◆ ENTRIES SUPPLIED ◆
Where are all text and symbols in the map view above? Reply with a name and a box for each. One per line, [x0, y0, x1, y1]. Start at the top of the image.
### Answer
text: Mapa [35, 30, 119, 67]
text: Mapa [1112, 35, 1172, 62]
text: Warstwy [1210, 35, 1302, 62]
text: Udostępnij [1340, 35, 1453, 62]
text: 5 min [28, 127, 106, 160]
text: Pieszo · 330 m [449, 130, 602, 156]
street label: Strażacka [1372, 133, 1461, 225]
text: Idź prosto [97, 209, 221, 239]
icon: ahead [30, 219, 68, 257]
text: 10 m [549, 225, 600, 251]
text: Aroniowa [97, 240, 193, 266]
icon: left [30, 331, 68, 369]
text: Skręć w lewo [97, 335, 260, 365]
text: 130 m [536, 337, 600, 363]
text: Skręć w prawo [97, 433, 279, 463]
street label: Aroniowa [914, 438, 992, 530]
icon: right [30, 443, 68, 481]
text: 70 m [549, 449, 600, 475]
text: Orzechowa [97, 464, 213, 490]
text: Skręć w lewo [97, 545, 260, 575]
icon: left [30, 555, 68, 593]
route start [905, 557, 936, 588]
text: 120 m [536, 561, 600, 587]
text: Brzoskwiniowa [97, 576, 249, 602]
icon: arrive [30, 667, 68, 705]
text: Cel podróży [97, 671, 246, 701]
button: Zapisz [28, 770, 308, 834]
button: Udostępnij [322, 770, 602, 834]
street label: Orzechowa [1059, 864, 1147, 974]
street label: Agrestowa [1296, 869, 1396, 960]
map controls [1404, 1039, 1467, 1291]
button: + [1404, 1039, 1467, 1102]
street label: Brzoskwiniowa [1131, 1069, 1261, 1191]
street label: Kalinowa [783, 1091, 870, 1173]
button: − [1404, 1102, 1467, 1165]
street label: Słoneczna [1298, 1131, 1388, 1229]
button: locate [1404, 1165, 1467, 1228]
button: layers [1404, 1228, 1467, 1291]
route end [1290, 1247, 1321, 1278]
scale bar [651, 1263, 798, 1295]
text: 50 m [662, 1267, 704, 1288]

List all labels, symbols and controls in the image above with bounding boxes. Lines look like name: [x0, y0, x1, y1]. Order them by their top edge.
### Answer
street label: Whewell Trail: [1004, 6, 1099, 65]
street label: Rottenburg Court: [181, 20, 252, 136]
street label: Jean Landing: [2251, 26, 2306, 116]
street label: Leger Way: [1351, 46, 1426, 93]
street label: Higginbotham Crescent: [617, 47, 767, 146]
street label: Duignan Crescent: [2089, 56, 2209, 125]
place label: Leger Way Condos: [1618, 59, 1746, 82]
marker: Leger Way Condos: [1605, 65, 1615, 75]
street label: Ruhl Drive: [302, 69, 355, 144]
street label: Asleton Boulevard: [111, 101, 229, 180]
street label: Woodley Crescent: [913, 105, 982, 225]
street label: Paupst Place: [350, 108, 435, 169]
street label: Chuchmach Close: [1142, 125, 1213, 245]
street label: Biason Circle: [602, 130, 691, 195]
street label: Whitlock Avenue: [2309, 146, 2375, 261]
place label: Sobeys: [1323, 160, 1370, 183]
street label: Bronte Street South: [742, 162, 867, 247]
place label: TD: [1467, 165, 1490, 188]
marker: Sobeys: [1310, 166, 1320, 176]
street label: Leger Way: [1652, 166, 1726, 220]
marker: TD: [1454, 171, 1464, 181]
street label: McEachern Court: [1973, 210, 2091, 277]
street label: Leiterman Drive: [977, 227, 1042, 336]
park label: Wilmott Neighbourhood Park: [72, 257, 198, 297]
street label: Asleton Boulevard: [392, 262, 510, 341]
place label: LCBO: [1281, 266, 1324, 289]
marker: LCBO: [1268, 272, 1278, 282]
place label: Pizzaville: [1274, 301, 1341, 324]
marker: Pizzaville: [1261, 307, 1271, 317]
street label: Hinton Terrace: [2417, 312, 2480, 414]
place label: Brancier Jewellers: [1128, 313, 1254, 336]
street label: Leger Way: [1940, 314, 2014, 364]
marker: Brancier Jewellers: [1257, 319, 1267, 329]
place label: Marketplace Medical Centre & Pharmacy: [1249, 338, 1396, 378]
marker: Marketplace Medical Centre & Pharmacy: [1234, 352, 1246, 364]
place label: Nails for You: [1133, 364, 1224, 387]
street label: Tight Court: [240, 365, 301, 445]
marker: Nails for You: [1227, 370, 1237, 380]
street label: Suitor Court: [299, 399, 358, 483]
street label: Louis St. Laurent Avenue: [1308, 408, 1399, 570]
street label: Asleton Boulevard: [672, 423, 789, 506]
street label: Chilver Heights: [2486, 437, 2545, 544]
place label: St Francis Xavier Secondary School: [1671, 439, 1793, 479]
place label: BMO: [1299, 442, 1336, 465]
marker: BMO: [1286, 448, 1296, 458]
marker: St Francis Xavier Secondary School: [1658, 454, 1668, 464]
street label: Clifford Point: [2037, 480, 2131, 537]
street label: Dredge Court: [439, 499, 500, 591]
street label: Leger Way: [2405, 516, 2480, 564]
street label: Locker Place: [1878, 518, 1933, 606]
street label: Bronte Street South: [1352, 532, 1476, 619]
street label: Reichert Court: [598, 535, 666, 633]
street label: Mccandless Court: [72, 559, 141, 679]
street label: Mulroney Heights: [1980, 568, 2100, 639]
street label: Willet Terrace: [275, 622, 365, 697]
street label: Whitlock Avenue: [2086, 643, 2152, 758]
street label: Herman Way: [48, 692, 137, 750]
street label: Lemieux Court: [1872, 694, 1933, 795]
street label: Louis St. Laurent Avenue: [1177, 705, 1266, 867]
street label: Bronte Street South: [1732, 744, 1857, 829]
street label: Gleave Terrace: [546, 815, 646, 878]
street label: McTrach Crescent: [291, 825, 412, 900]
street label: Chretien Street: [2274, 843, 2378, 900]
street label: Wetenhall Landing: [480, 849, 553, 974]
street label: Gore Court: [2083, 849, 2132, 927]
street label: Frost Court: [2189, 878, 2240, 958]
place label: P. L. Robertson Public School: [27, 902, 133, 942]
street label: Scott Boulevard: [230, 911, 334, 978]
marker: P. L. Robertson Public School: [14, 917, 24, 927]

◆ YOUR OBJECTIVE ◆
Give the count of lines in the material containing "Brancier". The reply is that number alone.

◆ EXERCISE RESULT ◆
2